The problem with the new home purchase was the lack of reserves (liquidity after down payment and closing costs). The builder had drained most of his liquidity on the pre-development phase of his subdivision (which he financed out of pocket), and living expenses over the previous year. Since the $27,700 per month construction loan was personally guaranteed, our client needed to have an additional $166,250 ($27,700 x 6 months) in reserve, as well as the reserve for the mortgage on his new primary residence, ($48,750), totaling $215,000.  

The client just didn’t have enough in reserves at the time — but would in four to five months when the six new houses sold. In the end, a family member financed the house and recouped their money from the six new homes and a refinance.

Home With a Hard Money Second Mortgage Forecloses — Borrower Pays Off Deficiency Balance Over Two Years

Back in 2009, a borrower had a $415,000 first mortgage (bank loan) and a $40,000 hard money second mortgage on a property in Southern California. That property was sold at foreclosure auction for only $335,000, wiping out the hard money second loan. Five years later, an attorney for that second lien holder sent a copy of the Note, Deed of Trust, Loan Agreement and Personal Guaranty to the borrower, and they worked out a two-year payment plan for the roughly $40,000 in interest.

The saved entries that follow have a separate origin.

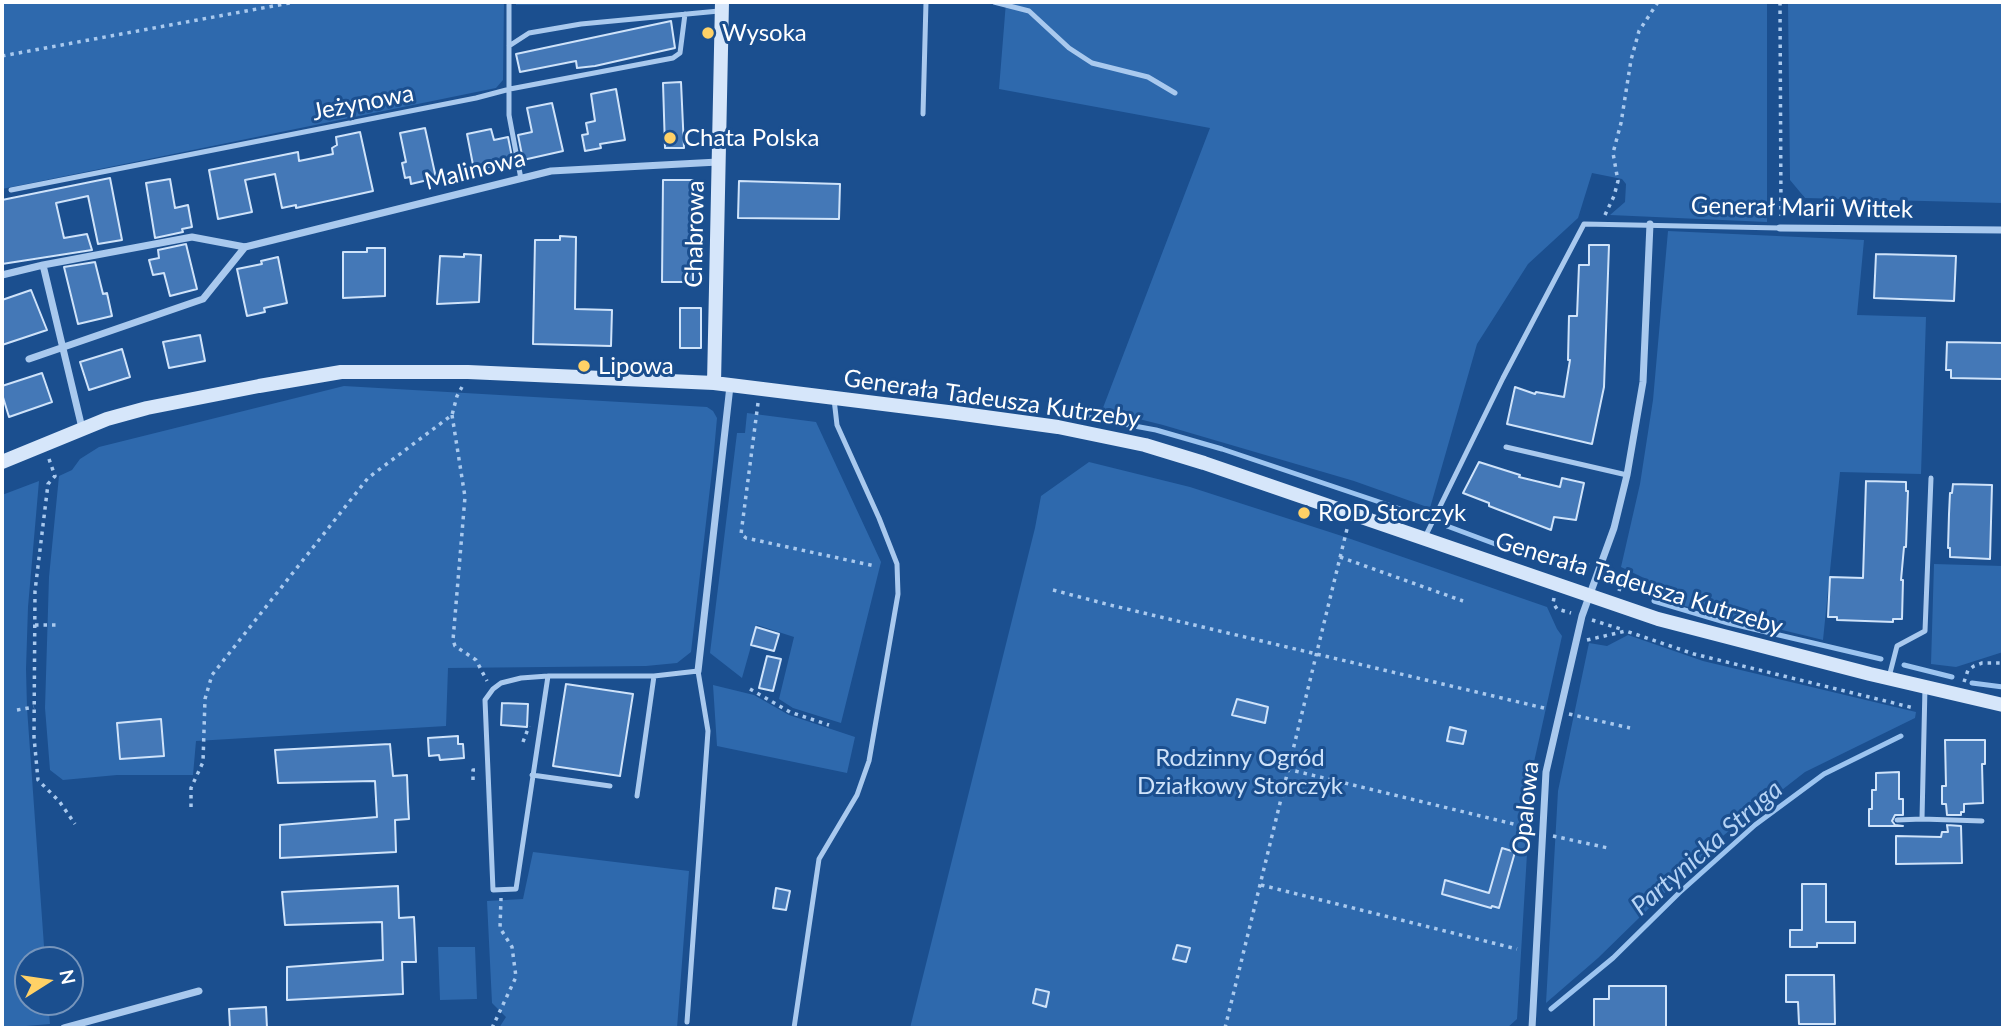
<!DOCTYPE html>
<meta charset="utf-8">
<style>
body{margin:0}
#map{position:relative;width:2005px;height:1030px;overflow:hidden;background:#1b4f8f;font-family:Lato,sans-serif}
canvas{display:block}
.frame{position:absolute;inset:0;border:4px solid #fff;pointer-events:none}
.north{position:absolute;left:14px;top:946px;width:70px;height:70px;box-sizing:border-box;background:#1b4f8f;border:2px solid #7695bc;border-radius:50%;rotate:78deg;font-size:19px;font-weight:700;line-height:28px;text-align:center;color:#fff}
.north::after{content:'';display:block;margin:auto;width:24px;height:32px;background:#ffd166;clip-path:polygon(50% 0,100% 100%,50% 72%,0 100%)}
</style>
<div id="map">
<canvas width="2005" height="1030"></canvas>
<div class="frame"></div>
<div class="north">N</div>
</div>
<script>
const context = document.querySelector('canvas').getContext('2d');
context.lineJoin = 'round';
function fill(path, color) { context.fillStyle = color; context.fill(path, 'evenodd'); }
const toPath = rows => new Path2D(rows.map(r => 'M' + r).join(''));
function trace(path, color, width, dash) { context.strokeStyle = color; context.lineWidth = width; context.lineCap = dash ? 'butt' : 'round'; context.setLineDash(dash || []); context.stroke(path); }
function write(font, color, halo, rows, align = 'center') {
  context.font = font + ' Lato,sans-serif'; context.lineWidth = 6; context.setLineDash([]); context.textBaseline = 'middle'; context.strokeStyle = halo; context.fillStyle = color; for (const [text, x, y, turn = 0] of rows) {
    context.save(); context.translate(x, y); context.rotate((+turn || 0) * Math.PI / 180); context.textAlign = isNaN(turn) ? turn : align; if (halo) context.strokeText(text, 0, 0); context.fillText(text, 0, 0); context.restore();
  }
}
fill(toPath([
 [2,2,504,2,503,80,496,88,2,189],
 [516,2,700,2,700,4,516,5],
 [1006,2,1767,2,1767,222,1610,215,1625,202,1626,184,1622,179,1592,173,1578,218,1528,264,1477,344,1430,508,1354,481,1163,425,1131,417,1101,413,1210,128,999,89],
 [1788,2,2003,2,2003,203,1805,198,1790,180],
 [1668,231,1864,240,1857,315,1926,317,1921,474,1840,472,1823,640,1656,599,1654,590,1644,578,1621,567,1640,484,1653,400],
 [344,386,707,407,713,411,717,418,713,462,691,652,677,663,646,666,448,668,446,726,196,741,193,775,117,775,63,780,50,770,45,708,49,577,59,476,72,470,80,459,99,447],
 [747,413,816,422,881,562,841,723,793,708,779,699,794,637,757,625,742,678,710,653,737,433,745,433],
 [1089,462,1190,487,1345,537,1547,607,1557,629,1562,636,1532,771,1517,1019,1507,1028,910,1028,1035,528,1041,496],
 [39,481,28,607,26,669,27,708,45,960,28,960,28,1002,48,1002,50,1024,2,1028,2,495],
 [1934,564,2003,566,2003,652,1956,667,1931,664],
 [1628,635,1703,661,1916,712,1915,718,1805,772,1724,835,1598,958,1546,1003,1558,791,1589,643,1607,646],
 [713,685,754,695,789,715,855,737,847,773,717,746],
 [533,852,689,871,677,1028,499,1028,506,1017,492,1003,487,901,523,899],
 [438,947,475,947,477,999,440,1000]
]), '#2e69ad');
trace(toPath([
 [1064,413,1156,430,1222,449,1418,515],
 [1447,526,1538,560],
 [1654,601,1728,623,1881,659],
 [1904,665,1952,677],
 [1972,683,2003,687],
 [1551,1009,1613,958,1679,893,1755,825,1824,774,1901,736]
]), '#9cc4f0', 5);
const building = toPath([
 [671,21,675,48,595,66,577,68,576,61,520,72,516,54,671,21],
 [681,82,684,148,665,148,663,83,681,82],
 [616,89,625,140,600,144,601,148,585,151,582,135,588,134,586,123,595,121,591,94,616,89],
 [552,103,563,151,523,160,518,135,532,132,527,108,552,103],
 [425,128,436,178,411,184,410,177,405,178,402,163,406,162,400,133,425,128],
 [491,129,494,140,508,137,513,162,474,170,467,134,491,129],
 [360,132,373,191,296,208,296,205,282,208,275,174,245,180,252,212,218,219,209,170,298,152,299,161,333,154,332,148,337,145,336,137,360,132],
 [110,178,122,240,98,244,88,196,56,203,64,238,87,234,92,250,2,264,2,200,110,178],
 [170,179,175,208,188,205,192,227,182,229,183,232,155,238,146,183,170,179],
 [663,180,693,180,693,282,662,282,663,180],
 [739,181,840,184,839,219,738,218,739,181],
 [560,236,576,237,575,309,612,310,611,346,533,344,535,240,560,240,560,236],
 [186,244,197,289,170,296,164,273,153,275,149,260,159,258,158,250,186,244],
 [1589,245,1609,245,1604,387,1592,444,1507,424,1515,387,1535,394,1536,392,1564,397,1570,360,1568,360,1569,316,1577,316,1579,265,1589,265,1589,245],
 [367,248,385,248,385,296,343,298,343,252,367,252,367,248],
 [464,254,481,255,479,302,437,304,440,256,464,257,464,254],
 [1876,254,1956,256,1954,301,1874,298,1876,254],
 [278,257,287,303,264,308,265,312,247,316,237,269,262,264,261,261,278,257],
 [95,262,103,294,107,293,112,316,78,324,64,267,95,262],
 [31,290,47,330,2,345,2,300,31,290],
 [680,308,701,308,701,348,680,348,680,308],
 [200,335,205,361,169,368,163,342,200,335],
 [1947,342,2003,343,2003,379,1951,378,1951,370,1946,370,1947,342],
 [122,349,130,377,89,390,80,362,122,349],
 [42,373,52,402,9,417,2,394,2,386,42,373],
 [1479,462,1520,475,1519,477,1560,487,1562,478,1584,483,1576,520,1554,517,1551,530,1489,506,1489,503,1463,493,1479,462],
 [1866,481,1906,482,1906,491,1908,491,1906,547,1904,547,1901,580,1903,580,1902,619,1893,619,1893,622,1837,620,1837,617,1828,617,1830,577,1863,578,1866,481],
 [1953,484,1992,485,1990,559,1950,557,1950,548,1948,548,1949,514,1950,493,1952,493,1953,484],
 [756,627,779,634,774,651,751,645,756,627],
 [767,656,781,659,773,691,759,688,767,656],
 [566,684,633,694,620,776,553,766,566,684],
 [1237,699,1268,707,1265,723,1232,715,1237,699],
 [502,703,528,704,527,727,501,725,502,703],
 [161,719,164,756,120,759,117,723,161,719],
 [1450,727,1466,731,1463,744,1447,741,1450,727],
 [458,736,458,744,463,744,464,758,440,760,439,755,429,756,428,738,458,736],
 [1945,740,1985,740,1985,764,1982,764,1983,803,1964,804,1964,812,1961,812,1961,815,1947,815,1946,804,1942,804,1942,786,1946,786,1945,740],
 [390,744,393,776,407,775,408,802,409,819,395,820,396,852,280,858,280,825,377,817,375,781,278,783,275,750,390,744],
 [1899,772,1899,799,1903,799,1903,815,1895,815,1892,821,1895,825,1903,826,1869,826,1869,809,1872,809,1872,790,1876,790,1876,773,1899,772],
 [1947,825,1961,826,1962,863,1896,864,1896,836,1941,837,1942,832,1948,832,1947,825],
 [1502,848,1515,852,1499,908,1492,906,1491,908,1442,894,1445,880,1489,893,1502,848],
 [1802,884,1826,884,1826,922,1855,922,1855,943,1817,943,1817,947,1790,947,1790,930,1802,930,1802,884],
 [398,886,399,918,414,917,415,938,416,962,402,962,403,994,287,1000,287,967,383,960,382,922,285,925,282,892,398,886],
 [776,888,790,891,786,910,773,908,776,888],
 [1177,945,1190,948,1186,962,1173,959,1177,945],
 [1786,975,1834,975,1835,1024,1799,1024,1798,1002,1786,1002,1786,975],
 [1609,986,1666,986,1666,1028,1594,1028,1594,999,1609,999,1609,986],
 [1036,989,1049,992,1046,1007,1033,1003,1036,989],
 [266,1007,267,1028,230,1028,229,1009,266,1007]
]);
fill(building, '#4478b7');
trace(building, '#cfe3fa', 2);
trace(toPath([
 [1780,2,1781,216],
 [2,56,295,2],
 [1605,215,1614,196,1618,181,1613,153,1621,123,1631,60,1639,31,1658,2],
 [758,403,741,534,746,538,875,566],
 [452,415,465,497,453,640,455,646,476,660,487,681],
 [49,459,55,476,48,484,35,591,34,737,38,780,59,801,75,824],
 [1340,557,1463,601],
 [1547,559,1563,564,1580,563,1589,565],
 [1610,571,1636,582,1649,597],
 [1053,590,1110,605,1548,709],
 [1619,591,1624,576],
 [1554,598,1553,603,1557,609,1571,613],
 [1592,620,1624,630],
 [35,625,57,625],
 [1587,640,1626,631,1694,654,1914,708],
 [1964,682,1968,670,1974,666,1982,663,2003,663],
 [750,689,790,712,829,725],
 [17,710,34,707],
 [1569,714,1630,728],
 [523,742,529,726],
 [1287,769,1526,827],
 [473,780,473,770,478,770],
 [191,807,191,788,203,762,205,699,212,675,368,478,452,415,457,396,462,387],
 [1553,836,1608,848],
 [1261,885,1517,949],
 [492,1028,516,977,512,947,500,928,501,898],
 [1225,1028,1347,529]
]), '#a9c9ee', 3.5, [3.5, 5]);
trace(toPath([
 [509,2,509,115,521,179],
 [994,2,1029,11,1069,48,1092,63,1148,77,1175,93],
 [509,46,529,33,581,24,719,11],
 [923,114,926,2],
 [11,190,476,98,510,89,673,58,680,53,685,14],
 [1506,447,1627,475],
 [1425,537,1503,378,1584,224,1780,228],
 [548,676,654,676,698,671,708,731,687,1022],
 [548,676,516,889,493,890,485,700,493,689,501,683,521,678,548,676],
 [1889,677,1897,646,1925,631,1931,478],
 [1925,687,1922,819,1982,821],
 [532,775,610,786],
 [637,796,654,676],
 [1897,820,1922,819],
 [794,1028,819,859,857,795,869,761,898,594,897,564,879,518,837,425,834,399]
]), '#a9c9ee', 5);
trace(toPath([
 [1780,228,2003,230],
 [43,265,82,428],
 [2,275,43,265,192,237,245,247,551,171,718,162],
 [29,359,203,299,245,247],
 [698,671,730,386],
 [64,1028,199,991],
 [1532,1028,1546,772,1582,616,1614,528,1627,475,1643,382,1650,224]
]), '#a9c9ee', 7);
trace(toPath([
 [714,383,722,2],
 [2,462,107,419,147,408,259,386,341,372,468,372,714,383,956,413,1058,427,1145,445,1204,463,1658,619,1870,674,2003,705]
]), '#d6e6fa', 14);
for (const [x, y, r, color] of [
 [708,33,7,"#ffd166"],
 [670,138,7,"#ffd166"],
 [584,366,7,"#ffd166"],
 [1304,513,7,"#ffd166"]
]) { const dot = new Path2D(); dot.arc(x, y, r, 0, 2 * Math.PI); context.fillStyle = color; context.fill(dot); trace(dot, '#1b4f8f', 2.5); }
write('24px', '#fff', '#1b4f8f', [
 ["Wysoka",722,33],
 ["Chata Polska",684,138],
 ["Lipowa",598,366],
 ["ROD Storczyk",1318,513]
], 'left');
write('24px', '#fff', '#1b4f8f', [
 ["Jeżynowa",363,103,-11],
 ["Malinowa",475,170,-14],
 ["Generał Marii Wittek",1802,208,1],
 ["Chabrowa",695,234,-89],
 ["Generała Tadeusza Kutrzeby",992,399,8],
 ["Generała Tadeusza Kutrzeby",1639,584,17],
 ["Opalowa",1526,808,-84]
]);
write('24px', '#cfe3fa', '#1b4f8f', [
 ["Rodzinny Ogród",1240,758],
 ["Działkowy Storczyk",1240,786]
]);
write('italic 26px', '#b5d3f5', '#1b4f8f', [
 ["Partynicka Struga",1707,848,-41]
]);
</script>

Fix & Flip Project Doesn’t Hit Sales Price Target — $200,000 Short-to-Close

A friend of ours in the business had a big fix-and-flip project in San Francisco that ran into several delays during COVID. Going into the project, he expected to sell for $4,3 million. With COVID-related delays, loan extension costs, additional carrying costs and increased price of materials, the property sold for $200,000 less than the $3,5 million loan balance.

The lender enforced the personal guaranty, and agreed to a short payoff with a separate 24-month note on the $200,000 deficiency balance. The borrower had another project nearing completion, for which the lender secured the $200,000 as a second trust deed. Our friend made a few payments for $8,600 per month before paying off the remaining balance when the other project sold.


As you can see, most hard money loans have a personal guaranty. They provide an extra layer of protection for the lender to ensure the borrower sees the project to completion and repays the loan in full. Or, if the project experiences some challenges and the property sells for less than the loan balance, the borrower and lender can work out an arrangement that satisfies the debt in its entirety, closing out the personal guaranty on the loan.